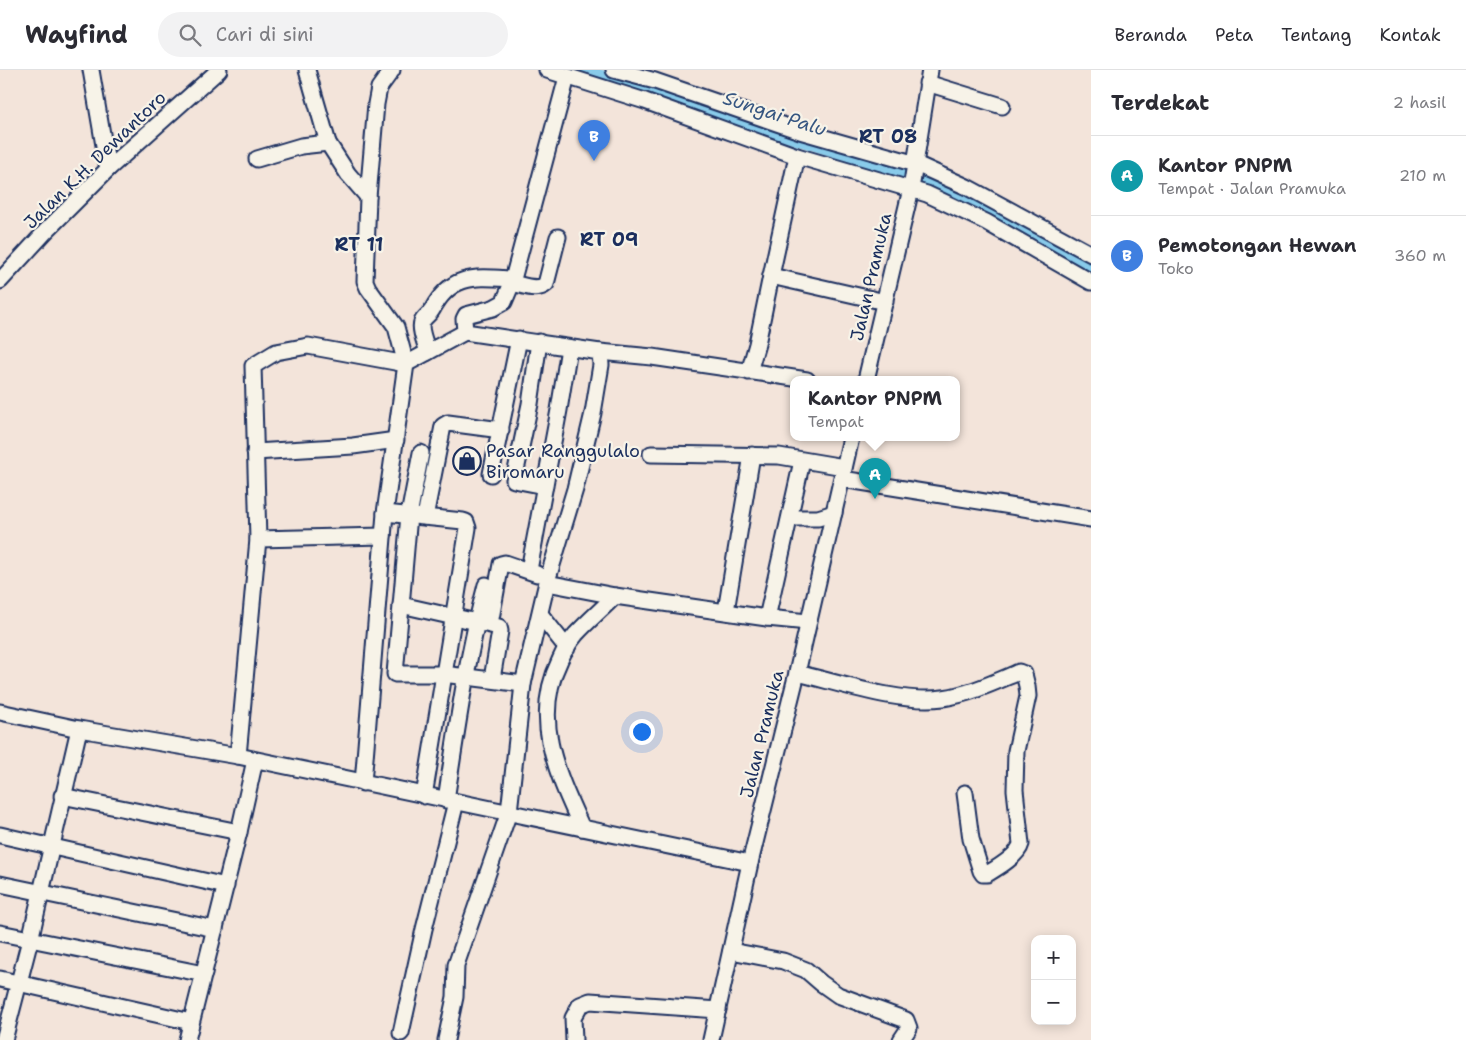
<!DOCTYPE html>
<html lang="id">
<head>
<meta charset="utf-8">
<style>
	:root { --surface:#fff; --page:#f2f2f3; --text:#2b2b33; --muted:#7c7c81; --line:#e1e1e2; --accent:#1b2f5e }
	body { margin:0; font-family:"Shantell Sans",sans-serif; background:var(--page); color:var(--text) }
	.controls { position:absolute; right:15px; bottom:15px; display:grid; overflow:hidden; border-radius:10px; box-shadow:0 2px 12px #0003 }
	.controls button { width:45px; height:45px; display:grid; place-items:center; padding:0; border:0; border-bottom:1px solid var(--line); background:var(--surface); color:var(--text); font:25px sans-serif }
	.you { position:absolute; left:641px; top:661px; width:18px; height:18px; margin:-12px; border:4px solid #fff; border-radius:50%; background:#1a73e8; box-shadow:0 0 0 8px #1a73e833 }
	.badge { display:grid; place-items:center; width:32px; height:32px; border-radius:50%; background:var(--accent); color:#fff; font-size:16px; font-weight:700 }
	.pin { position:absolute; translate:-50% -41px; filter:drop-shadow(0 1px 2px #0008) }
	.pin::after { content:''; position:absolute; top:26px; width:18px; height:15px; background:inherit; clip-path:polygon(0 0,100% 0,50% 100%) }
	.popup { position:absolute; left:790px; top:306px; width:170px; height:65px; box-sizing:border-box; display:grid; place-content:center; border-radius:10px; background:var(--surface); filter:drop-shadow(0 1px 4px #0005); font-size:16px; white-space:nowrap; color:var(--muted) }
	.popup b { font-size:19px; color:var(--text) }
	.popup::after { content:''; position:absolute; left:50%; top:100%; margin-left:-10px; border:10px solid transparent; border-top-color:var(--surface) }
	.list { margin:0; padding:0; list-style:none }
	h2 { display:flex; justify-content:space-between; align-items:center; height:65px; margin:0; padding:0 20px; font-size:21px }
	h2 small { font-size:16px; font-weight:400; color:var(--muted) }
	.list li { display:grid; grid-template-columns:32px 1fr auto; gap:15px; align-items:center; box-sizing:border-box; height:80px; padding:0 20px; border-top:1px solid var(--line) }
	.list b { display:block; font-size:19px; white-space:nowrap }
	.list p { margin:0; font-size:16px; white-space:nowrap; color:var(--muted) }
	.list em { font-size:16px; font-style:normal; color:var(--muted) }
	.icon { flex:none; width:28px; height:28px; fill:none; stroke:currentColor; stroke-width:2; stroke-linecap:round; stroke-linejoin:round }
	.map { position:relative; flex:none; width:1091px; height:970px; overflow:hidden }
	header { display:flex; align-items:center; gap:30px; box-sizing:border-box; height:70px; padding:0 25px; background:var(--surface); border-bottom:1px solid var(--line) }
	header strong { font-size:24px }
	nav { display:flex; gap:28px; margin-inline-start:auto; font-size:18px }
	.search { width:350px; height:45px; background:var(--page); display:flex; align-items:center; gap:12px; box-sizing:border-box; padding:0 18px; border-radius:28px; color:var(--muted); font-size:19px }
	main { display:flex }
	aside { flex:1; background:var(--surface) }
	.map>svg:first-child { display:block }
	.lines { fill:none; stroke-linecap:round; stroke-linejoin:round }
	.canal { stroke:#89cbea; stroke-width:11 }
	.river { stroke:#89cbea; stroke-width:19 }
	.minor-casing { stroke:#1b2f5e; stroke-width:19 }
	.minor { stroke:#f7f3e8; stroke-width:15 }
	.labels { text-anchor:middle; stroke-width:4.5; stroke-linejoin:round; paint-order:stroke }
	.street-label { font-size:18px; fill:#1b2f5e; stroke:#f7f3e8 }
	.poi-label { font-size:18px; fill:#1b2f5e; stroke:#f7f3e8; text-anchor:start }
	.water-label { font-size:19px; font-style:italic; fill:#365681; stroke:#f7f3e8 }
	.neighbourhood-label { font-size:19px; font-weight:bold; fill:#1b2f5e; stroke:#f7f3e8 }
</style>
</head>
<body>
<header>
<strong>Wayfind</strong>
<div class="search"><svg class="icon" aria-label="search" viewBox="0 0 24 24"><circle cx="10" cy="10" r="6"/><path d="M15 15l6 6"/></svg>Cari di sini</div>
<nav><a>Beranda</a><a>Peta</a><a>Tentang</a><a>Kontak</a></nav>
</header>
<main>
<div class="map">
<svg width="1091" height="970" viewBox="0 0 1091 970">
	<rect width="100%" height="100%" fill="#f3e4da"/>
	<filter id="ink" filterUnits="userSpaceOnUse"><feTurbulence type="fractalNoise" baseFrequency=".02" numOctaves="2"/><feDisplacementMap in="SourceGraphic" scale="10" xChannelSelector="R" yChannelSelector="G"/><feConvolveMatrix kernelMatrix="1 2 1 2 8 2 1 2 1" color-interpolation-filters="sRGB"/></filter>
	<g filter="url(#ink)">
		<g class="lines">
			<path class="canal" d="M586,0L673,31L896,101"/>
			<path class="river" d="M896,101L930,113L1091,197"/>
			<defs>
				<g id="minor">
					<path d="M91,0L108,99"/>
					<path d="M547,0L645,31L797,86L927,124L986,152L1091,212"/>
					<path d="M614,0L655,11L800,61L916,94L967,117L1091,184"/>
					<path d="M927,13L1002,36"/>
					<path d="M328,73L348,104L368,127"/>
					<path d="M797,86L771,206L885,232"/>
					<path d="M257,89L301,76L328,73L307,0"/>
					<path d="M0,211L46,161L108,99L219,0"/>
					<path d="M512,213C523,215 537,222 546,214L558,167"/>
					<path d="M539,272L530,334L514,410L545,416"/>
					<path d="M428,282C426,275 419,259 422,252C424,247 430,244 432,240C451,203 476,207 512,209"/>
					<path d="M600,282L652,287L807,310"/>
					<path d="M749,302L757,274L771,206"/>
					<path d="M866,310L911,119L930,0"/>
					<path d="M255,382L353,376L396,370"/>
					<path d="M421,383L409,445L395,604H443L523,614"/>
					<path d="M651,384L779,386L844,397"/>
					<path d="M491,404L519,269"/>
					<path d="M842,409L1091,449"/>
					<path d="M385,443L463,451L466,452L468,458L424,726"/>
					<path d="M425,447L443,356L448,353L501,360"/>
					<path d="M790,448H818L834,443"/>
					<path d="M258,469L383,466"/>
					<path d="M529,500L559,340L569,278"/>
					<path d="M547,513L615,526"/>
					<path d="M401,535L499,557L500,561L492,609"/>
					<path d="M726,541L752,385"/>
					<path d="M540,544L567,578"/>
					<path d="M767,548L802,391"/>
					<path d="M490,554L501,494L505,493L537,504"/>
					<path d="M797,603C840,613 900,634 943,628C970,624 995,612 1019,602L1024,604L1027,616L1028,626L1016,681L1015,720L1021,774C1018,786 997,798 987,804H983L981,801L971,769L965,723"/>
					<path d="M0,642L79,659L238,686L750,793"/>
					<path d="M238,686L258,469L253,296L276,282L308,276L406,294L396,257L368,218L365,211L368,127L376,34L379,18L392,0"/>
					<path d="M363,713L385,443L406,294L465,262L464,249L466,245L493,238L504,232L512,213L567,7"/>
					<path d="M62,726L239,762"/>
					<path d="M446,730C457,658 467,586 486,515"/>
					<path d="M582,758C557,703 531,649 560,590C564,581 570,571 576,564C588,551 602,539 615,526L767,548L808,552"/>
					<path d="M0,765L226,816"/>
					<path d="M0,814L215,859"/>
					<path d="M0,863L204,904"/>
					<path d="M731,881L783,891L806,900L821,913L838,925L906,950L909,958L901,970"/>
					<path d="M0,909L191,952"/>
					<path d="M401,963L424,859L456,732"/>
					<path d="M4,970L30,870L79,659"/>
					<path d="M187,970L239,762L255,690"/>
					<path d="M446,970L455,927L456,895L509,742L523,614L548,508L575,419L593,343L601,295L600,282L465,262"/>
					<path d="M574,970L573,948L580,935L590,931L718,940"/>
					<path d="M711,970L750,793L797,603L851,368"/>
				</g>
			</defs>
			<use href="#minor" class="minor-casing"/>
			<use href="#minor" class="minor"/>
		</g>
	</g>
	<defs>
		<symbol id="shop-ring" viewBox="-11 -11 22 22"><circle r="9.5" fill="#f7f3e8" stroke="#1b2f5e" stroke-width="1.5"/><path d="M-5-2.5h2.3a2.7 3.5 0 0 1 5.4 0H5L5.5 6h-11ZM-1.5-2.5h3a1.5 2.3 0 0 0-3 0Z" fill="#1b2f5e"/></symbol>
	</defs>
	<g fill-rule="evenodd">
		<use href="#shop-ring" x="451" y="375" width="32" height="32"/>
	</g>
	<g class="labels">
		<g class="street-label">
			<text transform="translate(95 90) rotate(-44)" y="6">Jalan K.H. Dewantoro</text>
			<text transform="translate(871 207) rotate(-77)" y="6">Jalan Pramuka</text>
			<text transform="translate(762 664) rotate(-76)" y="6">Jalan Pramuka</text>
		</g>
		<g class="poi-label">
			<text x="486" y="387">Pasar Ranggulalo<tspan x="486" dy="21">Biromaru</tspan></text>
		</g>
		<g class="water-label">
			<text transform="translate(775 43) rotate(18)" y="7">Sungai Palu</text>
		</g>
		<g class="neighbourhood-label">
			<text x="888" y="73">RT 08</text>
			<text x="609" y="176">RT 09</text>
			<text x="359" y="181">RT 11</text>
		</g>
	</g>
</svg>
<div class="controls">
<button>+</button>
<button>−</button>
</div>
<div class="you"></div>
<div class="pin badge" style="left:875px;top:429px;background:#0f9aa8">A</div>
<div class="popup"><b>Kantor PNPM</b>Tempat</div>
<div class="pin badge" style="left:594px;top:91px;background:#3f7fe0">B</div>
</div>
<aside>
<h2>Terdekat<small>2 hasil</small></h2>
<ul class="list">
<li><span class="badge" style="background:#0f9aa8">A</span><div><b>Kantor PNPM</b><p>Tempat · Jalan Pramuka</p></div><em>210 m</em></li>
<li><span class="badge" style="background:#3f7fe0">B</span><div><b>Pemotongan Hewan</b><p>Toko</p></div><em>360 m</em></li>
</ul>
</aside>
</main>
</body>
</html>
........
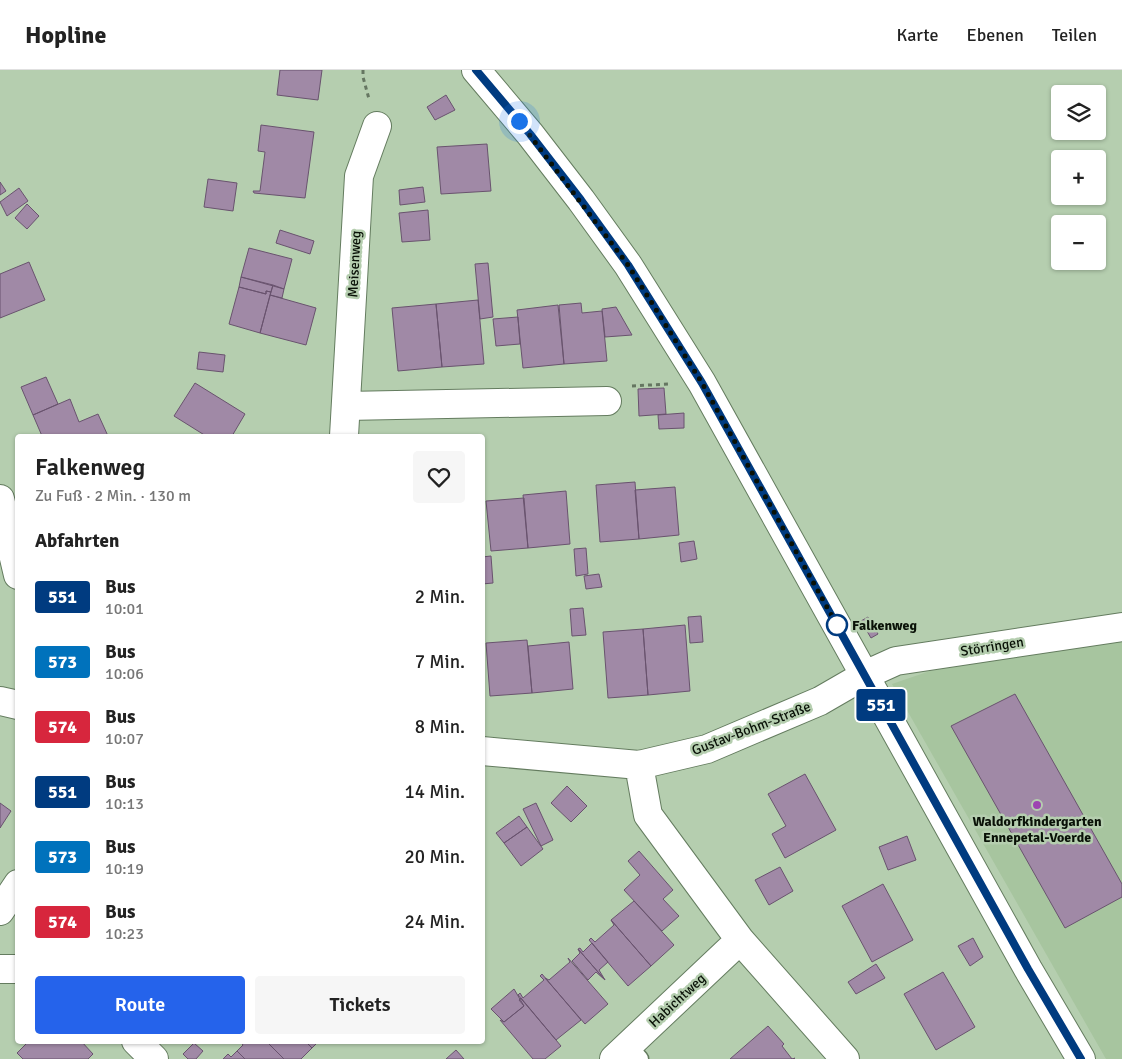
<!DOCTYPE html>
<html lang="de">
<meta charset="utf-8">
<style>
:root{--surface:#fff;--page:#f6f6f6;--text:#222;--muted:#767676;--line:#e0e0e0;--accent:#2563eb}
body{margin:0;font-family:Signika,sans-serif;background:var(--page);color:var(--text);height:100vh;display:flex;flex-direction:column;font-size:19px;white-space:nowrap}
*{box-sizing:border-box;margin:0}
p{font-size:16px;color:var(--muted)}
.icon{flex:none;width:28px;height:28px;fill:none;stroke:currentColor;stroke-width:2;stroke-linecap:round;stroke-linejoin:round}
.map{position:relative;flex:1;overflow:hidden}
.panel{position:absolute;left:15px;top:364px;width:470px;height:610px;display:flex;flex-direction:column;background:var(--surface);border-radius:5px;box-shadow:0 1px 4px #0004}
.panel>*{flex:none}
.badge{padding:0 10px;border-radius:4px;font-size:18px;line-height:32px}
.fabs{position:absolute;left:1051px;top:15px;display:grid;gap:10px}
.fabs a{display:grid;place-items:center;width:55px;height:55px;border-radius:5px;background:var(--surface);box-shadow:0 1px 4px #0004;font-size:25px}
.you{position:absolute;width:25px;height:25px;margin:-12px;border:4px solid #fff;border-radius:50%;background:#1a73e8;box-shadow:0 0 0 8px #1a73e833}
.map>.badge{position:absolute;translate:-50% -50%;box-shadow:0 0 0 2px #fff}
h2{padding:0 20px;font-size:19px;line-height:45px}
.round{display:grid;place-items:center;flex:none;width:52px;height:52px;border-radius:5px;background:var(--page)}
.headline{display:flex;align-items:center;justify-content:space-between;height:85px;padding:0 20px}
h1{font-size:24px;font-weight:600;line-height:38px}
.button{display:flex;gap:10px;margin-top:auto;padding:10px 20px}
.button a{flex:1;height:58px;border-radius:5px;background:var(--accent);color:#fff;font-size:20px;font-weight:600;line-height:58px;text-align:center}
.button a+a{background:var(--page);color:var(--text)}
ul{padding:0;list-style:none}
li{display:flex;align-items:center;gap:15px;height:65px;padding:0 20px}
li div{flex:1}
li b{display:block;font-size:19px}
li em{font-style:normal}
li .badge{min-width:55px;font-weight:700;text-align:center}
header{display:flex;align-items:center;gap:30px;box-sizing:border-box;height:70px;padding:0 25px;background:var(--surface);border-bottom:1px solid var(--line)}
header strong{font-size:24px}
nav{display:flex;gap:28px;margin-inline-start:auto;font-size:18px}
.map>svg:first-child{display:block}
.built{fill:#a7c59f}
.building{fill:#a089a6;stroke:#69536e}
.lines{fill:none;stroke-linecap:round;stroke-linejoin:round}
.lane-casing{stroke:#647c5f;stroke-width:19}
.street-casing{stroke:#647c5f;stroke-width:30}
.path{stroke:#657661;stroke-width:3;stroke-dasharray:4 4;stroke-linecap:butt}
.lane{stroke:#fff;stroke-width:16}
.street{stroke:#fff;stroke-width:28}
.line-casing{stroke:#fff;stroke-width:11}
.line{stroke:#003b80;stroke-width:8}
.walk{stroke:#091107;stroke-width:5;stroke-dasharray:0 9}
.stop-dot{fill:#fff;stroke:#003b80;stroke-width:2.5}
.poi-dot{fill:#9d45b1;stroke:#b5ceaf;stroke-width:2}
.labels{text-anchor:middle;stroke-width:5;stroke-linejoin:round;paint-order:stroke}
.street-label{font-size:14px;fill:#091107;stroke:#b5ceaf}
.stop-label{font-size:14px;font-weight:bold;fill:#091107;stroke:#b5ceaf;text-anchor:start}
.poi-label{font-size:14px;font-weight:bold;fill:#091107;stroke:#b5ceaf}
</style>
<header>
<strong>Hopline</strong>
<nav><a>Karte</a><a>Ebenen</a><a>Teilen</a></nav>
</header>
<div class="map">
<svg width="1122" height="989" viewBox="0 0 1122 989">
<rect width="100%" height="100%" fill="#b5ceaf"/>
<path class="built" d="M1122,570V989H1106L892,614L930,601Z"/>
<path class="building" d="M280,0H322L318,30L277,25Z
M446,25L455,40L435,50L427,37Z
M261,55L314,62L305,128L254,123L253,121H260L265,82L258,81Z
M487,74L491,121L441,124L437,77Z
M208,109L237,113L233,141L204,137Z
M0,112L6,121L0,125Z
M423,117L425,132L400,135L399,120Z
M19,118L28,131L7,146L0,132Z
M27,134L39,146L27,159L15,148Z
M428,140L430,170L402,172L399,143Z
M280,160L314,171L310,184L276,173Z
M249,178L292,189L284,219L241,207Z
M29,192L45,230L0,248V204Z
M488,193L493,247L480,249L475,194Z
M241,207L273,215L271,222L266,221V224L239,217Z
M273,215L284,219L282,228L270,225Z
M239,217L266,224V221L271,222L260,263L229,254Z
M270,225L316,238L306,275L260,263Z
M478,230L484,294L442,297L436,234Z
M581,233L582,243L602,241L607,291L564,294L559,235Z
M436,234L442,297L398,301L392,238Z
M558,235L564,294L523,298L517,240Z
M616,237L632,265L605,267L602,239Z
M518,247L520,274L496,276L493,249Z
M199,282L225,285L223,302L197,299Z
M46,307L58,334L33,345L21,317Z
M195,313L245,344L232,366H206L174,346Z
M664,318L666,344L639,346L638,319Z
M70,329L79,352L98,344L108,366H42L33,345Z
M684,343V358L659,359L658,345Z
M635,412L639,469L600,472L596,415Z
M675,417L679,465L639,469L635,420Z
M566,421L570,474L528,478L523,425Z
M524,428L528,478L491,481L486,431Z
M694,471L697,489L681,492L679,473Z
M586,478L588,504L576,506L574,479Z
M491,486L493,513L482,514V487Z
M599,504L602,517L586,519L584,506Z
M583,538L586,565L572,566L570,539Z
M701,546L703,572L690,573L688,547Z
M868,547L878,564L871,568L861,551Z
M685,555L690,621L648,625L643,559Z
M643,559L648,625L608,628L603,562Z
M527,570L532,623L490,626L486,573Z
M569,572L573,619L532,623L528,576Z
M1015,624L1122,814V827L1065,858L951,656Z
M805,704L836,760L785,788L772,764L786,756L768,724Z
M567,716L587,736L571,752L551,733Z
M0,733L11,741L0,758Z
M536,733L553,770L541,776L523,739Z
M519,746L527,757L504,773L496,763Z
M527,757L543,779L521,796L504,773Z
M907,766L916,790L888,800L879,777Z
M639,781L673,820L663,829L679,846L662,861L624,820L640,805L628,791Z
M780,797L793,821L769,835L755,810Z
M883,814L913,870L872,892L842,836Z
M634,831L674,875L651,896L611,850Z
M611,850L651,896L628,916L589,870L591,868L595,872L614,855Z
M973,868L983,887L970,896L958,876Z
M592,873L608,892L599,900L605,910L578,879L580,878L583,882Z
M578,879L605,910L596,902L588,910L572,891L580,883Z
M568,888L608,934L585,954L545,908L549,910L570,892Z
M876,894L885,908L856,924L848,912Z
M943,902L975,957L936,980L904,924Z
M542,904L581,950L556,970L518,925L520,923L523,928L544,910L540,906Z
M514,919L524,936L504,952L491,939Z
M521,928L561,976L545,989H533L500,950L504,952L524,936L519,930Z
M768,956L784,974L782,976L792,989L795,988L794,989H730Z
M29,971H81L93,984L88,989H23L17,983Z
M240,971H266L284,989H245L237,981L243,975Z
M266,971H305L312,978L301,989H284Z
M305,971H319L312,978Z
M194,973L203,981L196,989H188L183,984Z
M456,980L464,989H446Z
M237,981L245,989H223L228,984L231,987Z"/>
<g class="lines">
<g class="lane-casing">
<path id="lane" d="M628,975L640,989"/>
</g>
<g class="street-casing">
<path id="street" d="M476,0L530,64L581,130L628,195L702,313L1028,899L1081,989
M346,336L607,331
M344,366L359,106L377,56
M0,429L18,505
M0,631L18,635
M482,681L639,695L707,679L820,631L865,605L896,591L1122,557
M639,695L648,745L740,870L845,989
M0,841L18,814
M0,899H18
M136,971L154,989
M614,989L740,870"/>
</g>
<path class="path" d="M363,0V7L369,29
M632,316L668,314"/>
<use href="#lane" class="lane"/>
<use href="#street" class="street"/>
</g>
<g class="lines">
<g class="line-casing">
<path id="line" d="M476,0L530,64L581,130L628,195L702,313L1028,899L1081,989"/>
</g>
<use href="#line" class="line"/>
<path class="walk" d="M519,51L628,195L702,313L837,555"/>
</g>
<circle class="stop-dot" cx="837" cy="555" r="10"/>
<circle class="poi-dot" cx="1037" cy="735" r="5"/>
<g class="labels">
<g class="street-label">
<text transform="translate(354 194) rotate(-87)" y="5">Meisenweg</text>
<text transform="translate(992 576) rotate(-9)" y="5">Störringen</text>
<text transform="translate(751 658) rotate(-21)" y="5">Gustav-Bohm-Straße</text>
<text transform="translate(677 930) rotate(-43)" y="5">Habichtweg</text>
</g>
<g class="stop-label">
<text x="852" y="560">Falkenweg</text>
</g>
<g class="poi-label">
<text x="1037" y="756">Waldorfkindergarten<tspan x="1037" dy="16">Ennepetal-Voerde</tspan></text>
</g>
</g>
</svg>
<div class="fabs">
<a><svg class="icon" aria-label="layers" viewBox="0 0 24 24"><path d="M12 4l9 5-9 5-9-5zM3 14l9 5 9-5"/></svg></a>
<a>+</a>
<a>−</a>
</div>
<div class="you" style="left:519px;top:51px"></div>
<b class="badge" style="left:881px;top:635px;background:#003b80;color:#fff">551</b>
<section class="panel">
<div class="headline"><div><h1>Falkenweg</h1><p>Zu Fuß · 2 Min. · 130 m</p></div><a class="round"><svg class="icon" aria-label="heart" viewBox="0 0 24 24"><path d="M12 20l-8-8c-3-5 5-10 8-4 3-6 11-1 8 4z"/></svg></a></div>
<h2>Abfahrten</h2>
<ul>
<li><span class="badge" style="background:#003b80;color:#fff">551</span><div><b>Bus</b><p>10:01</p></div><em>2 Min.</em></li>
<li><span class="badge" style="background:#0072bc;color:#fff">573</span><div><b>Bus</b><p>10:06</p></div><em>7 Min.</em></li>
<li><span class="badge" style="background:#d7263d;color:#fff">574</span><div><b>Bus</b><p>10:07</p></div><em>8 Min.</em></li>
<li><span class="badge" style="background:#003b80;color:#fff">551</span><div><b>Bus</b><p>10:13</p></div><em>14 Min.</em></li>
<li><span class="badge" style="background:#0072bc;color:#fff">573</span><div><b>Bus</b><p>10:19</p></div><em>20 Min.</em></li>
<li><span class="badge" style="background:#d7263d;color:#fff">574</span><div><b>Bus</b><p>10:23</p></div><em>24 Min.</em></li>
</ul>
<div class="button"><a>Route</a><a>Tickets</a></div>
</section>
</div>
........
• **Activity**
On how many lines of the records above does the word "middle" appear? Answer with only that number.

• **Answer to the problem**
2